• _YOUR INSTRUCTIONS_
Wherever the string "Keep" appears in the entries below, return the line that holds it.
[DATA SHOWN Boundary: Start]
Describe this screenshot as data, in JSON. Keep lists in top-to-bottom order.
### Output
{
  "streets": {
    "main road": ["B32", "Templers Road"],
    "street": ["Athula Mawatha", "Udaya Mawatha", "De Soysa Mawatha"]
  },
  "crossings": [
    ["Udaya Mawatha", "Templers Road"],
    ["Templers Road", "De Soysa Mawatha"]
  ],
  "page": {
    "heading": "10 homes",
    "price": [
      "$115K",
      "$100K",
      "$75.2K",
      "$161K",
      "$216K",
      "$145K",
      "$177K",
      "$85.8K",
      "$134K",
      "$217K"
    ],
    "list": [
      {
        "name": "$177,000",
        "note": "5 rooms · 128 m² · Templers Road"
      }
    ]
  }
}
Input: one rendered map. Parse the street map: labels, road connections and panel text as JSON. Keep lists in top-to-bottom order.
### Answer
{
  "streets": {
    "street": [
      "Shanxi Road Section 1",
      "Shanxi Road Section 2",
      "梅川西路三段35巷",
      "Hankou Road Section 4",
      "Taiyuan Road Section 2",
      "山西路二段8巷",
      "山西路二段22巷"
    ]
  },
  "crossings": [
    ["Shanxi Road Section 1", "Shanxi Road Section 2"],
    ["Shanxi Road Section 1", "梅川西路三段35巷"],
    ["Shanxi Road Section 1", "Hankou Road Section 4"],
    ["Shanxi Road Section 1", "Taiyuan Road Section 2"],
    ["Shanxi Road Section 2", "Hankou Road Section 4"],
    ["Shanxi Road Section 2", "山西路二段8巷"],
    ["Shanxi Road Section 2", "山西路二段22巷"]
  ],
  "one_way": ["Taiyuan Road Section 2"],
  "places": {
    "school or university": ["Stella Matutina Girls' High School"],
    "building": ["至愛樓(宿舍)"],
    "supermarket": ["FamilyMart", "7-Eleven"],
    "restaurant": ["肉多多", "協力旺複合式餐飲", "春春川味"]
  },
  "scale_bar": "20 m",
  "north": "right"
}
[DATA SHOWN Boundary: End]
• _PROBLEM SOLUTION_
Describe this screenshot as data, in JSON. Keep lists in top-to-bottom order.
Input: one rendered map. Parse the street map: labels, road connections and panel text as JSON. Keep lists in top-to-bottom order.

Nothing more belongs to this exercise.